-------- INFORMATION SHOWN
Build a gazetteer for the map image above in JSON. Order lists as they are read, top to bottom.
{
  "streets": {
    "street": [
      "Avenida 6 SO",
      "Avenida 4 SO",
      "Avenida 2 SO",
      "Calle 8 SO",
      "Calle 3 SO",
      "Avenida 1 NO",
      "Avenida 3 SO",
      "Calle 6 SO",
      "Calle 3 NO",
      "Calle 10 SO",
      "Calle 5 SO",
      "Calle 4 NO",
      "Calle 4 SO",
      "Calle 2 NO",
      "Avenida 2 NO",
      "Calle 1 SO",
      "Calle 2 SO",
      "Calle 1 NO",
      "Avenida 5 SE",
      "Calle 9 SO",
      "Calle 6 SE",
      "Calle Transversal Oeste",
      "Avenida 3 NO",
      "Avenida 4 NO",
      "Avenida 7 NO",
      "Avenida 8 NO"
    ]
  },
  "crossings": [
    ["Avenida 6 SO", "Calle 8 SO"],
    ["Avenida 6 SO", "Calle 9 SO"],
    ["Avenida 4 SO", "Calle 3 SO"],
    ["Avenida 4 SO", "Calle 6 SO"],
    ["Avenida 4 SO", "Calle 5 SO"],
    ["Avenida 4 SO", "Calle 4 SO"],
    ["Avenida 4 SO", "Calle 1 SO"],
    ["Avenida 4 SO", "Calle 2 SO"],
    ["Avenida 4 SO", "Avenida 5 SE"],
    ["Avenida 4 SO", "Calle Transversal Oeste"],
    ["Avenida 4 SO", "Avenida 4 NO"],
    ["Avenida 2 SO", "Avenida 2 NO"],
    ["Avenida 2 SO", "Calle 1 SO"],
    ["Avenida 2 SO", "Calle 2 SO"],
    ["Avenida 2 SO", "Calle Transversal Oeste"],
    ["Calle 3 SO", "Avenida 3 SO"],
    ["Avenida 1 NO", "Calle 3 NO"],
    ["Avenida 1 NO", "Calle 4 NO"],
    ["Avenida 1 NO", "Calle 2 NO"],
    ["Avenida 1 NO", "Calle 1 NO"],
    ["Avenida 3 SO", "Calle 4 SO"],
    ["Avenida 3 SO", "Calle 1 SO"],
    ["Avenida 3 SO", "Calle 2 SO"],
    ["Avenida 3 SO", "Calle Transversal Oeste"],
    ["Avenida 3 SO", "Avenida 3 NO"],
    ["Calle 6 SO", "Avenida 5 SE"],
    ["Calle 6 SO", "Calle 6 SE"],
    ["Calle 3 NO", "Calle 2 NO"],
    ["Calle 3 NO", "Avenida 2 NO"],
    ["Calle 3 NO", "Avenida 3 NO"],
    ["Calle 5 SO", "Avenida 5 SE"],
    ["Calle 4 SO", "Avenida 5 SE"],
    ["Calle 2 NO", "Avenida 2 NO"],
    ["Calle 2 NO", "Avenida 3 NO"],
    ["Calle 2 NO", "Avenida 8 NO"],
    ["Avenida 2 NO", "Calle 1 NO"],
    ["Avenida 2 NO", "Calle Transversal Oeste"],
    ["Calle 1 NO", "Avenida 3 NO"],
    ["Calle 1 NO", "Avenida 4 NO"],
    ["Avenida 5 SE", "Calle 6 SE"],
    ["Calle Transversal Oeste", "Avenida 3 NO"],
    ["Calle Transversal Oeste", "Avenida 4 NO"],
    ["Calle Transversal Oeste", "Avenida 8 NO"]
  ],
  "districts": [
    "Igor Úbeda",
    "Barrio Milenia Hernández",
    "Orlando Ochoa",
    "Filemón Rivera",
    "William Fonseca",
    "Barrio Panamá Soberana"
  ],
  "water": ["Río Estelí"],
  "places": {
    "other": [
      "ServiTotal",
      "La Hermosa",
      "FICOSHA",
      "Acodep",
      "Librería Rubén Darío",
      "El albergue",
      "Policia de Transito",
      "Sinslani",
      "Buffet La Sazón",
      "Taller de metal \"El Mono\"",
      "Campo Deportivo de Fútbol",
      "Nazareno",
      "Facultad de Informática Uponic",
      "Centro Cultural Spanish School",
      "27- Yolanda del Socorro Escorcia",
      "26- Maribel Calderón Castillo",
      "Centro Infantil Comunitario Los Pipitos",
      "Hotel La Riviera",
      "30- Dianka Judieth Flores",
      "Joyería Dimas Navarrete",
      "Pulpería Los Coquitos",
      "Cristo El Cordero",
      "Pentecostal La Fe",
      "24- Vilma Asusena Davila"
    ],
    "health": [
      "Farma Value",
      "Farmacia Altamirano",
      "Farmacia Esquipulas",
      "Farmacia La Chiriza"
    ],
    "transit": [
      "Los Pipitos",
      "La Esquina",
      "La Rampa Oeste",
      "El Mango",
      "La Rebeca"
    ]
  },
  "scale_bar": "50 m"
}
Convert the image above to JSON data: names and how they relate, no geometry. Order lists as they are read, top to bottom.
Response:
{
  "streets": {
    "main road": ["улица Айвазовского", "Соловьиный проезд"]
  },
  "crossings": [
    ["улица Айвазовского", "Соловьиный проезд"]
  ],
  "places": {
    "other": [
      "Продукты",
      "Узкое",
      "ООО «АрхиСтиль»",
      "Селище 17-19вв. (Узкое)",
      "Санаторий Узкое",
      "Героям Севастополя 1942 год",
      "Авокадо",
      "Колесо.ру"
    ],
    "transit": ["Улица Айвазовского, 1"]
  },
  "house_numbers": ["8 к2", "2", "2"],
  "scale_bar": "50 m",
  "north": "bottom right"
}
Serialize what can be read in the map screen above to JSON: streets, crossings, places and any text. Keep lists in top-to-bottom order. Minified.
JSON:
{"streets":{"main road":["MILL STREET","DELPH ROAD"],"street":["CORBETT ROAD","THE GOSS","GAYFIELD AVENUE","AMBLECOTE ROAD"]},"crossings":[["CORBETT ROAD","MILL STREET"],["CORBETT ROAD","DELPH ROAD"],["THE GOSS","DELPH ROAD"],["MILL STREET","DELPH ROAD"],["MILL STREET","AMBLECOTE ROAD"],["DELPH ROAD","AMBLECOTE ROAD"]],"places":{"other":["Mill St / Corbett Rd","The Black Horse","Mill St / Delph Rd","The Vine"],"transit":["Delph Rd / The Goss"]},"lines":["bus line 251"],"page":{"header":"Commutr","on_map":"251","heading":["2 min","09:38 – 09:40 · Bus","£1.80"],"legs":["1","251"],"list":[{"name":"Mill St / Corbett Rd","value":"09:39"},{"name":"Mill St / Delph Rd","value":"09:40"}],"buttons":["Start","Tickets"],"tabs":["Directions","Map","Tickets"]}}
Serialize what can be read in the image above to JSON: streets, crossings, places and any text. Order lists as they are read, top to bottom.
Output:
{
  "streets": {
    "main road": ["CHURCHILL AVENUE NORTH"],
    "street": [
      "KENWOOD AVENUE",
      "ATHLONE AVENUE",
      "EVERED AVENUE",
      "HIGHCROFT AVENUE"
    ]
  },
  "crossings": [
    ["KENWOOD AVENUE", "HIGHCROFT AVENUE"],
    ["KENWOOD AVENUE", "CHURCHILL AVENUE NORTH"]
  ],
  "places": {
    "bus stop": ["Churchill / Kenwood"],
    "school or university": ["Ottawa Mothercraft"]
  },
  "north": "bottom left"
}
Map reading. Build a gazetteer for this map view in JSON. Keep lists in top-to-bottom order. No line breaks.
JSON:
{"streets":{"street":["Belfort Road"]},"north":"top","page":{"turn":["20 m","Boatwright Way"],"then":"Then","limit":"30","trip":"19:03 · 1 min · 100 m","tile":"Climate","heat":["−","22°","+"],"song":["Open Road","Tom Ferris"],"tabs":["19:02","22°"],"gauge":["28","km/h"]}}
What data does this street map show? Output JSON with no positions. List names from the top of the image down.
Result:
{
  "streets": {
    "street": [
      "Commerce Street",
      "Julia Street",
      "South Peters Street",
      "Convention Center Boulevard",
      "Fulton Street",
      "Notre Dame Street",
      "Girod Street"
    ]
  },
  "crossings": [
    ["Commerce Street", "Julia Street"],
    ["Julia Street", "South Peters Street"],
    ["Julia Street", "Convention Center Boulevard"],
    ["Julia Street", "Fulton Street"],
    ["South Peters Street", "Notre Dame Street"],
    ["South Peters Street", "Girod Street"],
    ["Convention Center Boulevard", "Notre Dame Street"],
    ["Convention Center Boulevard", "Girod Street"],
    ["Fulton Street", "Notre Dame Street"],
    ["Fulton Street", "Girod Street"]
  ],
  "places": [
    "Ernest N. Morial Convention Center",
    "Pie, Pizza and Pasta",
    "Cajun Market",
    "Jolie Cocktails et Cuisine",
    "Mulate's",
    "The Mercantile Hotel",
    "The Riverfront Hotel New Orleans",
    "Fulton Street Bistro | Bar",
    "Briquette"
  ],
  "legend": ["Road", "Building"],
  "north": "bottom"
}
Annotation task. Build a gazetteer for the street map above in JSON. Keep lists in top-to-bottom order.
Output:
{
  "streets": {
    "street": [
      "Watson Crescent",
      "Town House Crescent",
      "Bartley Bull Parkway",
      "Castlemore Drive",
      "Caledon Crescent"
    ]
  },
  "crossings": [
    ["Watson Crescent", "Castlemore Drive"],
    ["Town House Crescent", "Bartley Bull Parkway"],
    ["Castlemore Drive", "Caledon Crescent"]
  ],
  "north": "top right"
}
----------------
### TASK
If a line in the data above contains "Соловьиный", return that line.

### SOLUTION FOR THIS TASK
    "main road": ["улица Айвазовского", "Соловьиный проезд"]
    ["улица Айвазовского", "Соловьиный проезд"]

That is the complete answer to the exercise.